石座神社


創建については明らかでないが、日本三代実録に

元慶四年十月十三日癸巳、山城国正六位上石坐神、授従五位下

とあり、元慶4年(880年)時点で既に岩倉の地に鎮座していたとされ、この地の名称の由来となった。

なお、当時の鎮座地は、現在の岩倉西河原町にある石座神社の御旅所にあたる山住神社であり、社殿を持たず、御神体の磐座を崇める古神道の形が今に残る。

磐座から神秘的な雰囲気が 山住神社
古代の人々は、山住神社の後ろにそびえたつ山を神南備山(かむなびさん)と仰ぐ巨石を … 続きを読む →


天禄2年(971年)に行われた大雲寺の造営に伴い、石座明神がその鎮守神として、現在地の大雲寺境内に勧請される。

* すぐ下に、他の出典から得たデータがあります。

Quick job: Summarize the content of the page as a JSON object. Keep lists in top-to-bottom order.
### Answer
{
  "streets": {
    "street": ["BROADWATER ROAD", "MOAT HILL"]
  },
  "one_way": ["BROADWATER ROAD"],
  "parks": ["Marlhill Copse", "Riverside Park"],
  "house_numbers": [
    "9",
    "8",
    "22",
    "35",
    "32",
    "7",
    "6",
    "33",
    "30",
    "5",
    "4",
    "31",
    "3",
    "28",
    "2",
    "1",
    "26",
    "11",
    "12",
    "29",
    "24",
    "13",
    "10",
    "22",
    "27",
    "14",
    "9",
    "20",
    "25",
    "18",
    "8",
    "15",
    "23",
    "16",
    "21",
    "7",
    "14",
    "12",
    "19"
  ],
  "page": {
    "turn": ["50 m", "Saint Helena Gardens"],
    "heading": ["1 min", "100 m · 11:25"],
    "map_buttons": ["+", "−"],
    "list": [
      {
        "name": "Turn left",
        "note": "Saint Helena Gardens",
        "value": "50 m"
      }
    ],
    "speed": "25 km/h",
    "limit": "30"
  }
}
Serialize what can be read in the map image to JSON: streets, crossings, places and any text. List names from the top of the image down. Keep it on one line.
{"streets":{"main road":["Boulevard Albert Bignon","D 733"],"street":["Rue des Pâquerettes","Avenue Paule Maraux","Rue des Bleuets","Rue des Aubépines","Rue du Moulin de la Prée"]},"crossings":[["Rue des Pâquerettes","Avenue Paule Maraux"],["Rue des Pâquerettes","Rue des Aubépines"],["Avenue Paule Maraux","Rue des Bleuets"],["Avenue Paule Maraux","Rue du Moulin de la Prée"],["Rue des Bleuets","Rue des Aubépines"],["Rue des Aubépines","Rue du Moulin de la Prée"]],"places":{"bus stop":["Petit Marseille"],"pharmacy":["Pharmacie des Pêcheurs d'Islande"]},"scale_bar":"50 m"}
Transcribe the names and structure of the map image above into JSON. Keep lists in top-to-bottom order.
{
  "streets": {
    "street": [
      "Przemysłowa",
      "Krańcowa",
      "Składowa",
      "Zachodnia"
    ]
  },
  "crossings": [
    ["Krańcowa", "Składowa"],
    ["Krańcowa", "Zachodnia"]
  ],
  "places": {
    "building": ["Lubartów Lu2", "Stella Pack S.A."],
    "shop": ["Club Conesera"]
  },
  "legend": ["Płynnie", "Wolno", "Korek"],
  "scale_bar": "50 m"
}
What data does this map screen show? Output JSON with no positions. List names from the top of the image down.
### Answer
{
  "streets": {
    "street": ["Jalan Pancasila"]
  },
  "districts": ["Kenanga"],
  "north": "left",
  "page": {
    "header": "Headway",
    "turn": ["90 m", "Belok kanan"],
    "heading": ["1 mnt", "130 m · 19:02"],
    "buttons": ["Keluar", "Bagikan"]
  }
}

長徳3年(997年)4月18日に神殿が新築され、石座明神と共に、新羅・八幡・山王・春日・住吉・松尾・賀茂の七明神が勧請、合祀され「八所明神」と称した。

なお、旧来の石座明神社は、八所明神社の御旅所となった。

後に西社が建造され、東社の八所明神に加え、伊勢・平野・貴船・稲荷の四明神が祀られ「十二所明神」と称した。

天文15年(1546年)、細川国慶と当時の岩倉領主山本尚則が大雲寺近辺で交戦し、大雲寺も兵火を被った。

その際、鎮守社であった八所・十二所明神の社殿及び古文書を焼失する。

その後、天文22年(1553年)に両社が再興され、天正2年(1574年)に両社の社殿も再建される。

この社殿は明和3年(1766年)にも改造築され、この時作り変えられた社殿が現存している。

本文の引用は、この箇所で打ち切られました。